You can have gluten free whole grain products as there are numerous gluten free whole grains such as teff, millet, quinoa, buckwheat, bulgur, kamut, spelt, amaranth and sorghum.
Whole wheat is not the same as “whole grain” although it is a whole grain.
Wheat products, even whole wheat that we were raised to believe was healthier than white bread, pasta, crackers and the like, are made from hybridized, genetically manipulated wheat. It is not just about the gluten it contains which causes problems. What used to be a truly healthy food contains a super starch, super gluten and a super-addictive drug that creates cravings and is a driver of the obesity epidemic.
So what are we do do? Well reading the label carefully is definitely step one. Choosing gluten free or organic, sprouted whole grain products would be my next suggestion. If you test your blood sugar it would be interesting to see the difference in your reading after eating a couple of slices of “healthy” whole wheat bread (which is known to raise blood sugar as much as 2 tablespoons of white sugar) compared to a truly whole grain product like quinoa or millet.

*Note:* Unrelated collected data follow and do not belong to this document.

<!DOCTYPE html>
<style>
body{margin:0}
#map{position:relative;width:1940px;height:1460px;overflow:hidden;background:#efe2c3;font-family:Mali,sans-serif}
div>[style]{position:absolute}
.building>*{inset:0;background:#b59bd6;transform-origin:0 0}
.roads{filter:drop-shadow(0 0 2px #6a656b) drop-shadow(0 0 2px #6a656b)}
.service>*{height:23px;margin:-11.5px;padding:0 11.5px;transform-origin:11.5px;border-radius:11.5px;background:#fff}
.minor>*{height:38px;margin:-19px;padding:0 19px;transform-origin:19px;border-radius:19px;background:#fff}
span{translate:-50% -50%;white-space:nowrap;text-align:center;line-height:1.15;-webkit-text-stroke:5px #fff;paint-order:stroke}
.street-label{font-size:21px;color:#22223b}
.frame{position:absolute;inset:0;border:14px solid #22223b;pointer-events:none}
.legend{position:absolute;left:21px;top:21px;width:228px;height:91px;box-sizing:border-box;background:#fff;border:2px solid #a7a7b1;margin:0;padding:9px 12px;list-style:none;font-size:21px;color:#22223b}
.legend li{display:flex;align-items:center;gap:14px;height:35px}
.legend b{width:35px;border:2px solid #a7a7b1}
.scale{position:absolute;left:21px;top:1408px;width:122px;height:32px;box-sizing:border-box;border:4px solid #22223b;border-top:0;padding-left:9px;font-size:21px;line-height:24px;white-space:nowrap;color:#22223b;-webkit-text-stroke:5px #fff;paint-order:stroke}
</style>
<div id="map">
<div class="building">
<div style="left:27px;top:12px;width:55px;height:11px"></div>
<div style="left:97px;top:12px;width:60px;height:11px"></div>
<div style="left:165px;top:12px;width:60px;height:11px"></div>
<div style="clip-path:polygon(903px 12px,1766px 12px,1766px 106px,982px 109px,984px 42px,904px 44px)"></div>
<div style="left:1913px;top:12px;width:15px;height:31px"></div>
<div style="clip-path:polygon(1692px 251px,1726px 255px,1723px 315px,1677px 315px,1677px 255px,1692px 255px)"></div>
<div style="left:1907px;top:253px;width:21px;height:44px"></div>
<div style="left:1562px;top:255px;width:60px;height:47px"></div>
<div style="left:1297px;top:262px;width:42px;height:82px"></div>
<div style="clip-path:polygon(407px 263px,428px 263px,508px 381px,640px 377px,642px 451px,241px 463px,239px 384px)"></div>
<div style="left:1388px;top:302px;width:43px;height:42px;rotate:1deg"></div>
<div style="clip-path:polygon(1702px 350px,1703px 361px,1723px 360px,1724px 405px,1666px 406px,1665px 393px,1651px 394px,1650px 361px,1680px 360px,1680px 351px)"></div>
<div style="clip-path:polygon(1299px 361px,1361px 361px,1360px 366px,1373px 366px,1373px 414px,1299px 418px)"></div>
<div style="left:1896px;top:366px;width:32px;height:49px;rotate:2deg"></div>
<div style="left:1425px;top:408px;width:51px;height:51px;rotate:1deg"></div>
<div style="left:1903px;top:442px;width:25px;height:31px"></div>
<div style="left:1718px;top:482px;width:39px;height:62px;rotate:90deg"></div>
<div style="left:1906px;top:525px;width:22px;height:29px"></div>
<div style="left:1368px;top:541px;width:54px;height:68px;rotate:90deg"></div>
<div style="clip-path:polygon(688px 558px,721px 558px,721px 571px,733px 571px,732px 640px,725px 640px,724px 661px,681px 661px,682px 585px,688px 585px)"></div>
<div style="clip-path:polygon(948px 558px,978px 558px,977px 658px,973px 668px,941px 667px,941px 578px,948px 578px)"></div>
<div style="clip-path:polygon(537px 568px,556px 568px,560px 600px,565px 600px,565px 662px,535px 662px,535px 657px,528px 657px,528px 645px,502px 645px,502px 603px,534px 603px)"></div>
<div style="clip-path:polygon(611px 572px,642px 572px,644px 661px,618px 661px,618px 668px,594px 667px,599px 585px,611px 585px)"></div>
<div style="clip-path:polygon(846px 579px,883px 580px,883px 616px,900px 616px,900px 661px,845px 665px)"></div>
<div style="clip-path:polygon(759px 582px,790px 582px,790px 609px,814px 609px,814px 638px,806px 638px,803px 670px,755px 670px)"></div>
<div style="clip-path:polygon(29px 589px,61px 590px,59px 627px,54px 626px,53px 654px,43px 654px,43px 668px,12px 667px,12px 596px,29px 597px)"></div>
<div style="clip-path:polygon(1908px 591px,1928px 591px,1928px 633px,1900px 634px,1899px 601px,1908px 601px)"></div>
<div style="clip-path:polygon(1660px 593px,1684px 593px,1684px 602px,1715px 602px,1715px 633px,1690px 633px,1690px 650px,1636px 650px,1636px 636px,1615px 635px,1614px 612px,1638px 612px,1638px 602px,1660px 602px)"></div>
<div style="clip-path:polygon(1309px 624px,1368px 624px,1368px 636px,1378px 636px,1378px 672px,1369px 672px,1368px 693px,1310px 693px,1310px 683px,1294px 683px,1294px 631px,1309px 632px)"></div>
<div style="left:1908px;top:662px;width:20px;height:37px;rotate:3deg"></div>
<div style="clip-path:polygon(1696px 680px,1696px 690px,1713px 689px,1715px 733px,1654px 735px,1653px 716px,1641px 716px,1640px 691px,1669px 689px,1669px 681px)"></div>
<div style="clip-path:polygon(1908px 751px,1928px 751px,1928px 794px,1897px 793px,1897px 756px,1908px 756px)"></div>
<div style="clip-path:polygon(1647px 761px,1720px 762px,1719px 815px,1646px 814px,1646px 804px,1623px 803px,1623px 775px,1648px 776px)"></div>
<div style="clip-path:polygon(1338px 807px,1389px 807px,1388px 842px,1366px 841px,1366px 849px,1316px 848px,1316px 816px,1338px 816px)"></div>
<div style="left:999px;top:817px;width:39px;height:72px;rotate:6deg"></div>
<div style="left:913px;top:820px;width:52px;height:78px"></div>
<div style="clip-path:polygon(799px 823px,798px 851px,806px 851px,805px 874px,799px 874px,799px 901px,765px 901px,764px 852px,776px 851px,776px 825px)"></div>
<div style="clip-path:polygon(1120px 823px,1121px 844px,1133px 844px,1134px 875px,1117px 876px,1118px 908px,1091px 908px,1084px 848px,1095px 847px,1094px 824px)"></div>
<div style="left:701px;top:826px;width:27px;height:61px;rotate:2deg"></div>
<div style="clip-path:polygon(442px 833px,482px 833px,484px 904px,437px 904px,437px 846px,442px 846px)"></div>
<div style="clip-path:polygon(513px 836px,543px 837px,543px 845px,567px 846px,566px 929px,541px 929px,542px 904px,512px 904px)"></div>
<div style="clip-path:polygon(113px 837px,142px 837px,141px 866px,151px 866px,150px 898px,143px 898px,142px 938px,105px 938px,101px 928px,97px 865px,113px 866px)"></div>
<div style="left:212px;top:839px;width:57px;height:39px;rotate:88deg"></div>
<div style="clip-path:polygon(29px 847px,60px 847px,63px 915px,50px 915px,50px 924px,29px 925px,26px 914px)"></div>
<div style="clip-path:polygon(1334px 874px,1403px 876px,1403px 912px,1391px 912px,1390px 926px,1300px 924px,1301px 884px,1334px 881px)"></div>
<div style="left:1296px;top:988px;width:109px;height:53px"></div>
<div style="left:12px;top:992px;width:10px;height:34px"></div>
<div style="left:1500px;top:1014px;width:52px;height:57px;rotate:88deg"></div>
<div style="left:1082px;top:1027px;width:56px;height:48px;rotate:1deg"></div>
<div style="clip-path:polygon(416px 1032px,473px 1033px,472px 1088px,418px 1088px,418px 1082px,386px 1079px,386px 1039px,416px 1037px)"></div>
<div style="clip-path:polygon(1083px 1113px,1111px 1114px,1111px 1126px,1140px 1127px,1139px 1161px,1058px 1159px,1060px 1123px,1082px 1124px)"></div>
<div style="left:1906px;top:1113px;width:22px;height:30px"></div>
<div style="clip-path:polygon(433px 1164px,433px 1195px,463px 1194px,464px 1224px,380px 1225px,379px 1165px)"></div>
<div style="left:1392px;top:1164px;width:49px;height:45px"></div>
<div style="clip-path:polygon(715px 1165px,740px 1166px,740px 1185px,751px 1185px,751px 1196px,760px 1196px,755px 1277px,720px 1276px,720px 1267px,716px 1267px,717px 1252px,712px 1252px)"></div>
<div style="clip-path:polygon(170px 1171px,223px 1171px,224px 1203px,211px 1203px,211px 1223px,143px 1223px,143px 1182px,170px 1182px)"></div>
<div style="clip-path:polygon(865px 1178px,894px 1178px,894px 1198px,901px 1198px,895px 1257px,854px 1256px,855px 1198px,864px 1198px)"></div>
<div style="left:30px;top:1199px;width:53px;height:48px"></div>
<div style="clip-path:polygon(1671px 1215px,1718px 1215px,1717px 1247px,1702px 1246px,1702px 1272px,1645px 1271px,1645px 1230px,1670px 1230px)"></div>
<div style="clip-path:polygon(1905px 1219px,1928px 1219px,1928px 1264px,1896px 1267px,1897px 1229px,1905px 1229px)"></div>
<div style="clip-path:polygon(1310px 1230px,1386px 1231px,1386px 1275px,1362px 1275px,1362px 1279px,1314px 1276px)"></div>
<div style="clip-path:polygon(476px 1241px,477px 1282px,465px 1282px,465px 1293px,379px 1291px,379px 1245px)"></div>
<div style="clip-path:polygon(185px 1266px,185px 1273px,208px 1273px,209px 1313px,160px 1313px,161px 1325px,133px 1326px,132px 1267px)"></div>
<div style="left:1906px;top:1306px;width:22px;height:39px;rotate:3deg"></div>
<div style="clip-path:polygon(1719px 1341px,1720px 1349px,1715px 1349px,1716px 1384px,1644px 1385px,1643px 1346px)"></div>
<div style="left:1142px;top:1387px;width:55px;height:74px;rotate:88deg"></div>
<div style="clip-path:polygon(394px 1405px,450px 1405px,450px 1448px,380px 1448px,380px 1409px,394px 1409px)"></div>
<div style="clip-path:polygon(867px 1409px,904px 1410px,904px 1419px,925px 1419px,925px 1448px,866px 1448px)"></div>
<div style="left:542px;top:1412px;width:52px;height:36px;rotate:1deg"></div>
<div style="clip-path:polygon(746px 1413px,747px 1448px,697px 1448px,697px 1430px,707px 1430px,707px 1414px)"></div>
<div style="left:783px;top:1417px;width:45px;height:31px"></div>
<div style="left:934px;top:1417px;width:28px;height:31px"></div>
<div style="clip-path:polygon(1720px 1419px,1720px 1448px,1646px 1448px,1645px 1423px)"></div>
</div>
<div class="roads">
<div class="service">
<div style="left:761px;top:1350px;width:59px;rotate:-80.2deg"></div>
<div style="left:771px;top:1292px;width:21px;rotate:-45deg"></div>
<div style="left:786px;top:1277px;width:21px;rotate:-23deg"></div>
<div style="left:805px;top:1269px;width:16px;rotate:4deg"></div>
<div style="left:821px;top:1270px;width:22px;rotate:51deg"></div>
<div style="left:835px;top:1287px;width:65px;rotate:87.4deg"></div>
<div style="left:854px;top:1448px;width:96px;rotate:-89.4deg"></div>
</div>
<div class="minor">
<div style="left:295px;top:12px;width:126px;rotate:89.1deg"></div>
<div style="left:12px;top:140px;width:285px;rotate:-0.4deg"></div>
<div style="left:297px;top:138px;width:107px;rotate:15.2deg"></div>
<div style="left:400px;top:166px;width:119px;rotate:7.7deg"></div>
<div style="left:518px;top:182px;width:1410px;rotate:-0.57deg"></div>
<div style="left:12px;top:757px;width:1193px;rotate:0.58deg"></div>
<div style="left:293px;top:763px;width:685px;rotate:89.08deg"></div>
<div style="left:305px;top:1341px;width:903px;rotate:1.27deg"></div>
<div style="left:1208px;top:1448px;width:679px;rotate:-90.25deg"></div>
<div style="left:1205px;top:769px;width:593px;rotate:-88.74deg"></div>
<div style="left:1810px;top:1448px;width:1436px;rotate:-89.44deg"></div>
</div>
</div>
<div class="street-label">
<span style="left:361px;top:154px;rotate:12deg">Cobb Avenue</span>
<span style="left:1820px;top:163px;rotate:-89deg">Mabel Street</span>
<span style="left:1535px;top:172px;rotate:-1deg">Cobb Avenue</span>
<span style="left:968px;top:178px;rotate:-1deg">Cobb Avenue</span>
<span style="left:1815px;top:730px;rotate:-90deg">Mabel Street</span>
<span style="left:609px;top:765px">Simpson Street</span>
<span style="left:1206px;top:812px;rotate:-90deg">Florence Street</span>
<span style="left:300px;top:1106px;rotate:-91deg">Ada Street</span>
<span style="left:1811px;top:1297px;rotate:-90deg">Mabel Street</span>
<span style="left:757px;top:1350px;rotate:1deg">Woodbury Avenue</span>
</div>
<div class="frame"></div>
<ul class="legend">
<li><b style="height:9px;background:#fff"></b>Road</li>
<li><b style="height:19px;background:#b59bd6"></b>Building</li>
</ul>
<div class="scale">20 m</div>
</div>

When I bake my Easter or New Year’s breads at the holidays, I have begun using organic Einkorn wheat flour, an ancient, heirloom grain, which is actually a true whole wheat. It doesn’t contain those super ingredients that are causing all the problems. It causes fewer issues than the wheat flours we find now. That being said, we are low-carb and gluten free most of the time as I see the many benefits.
Are you confused by the term whole grain? How do you decide what products to choose?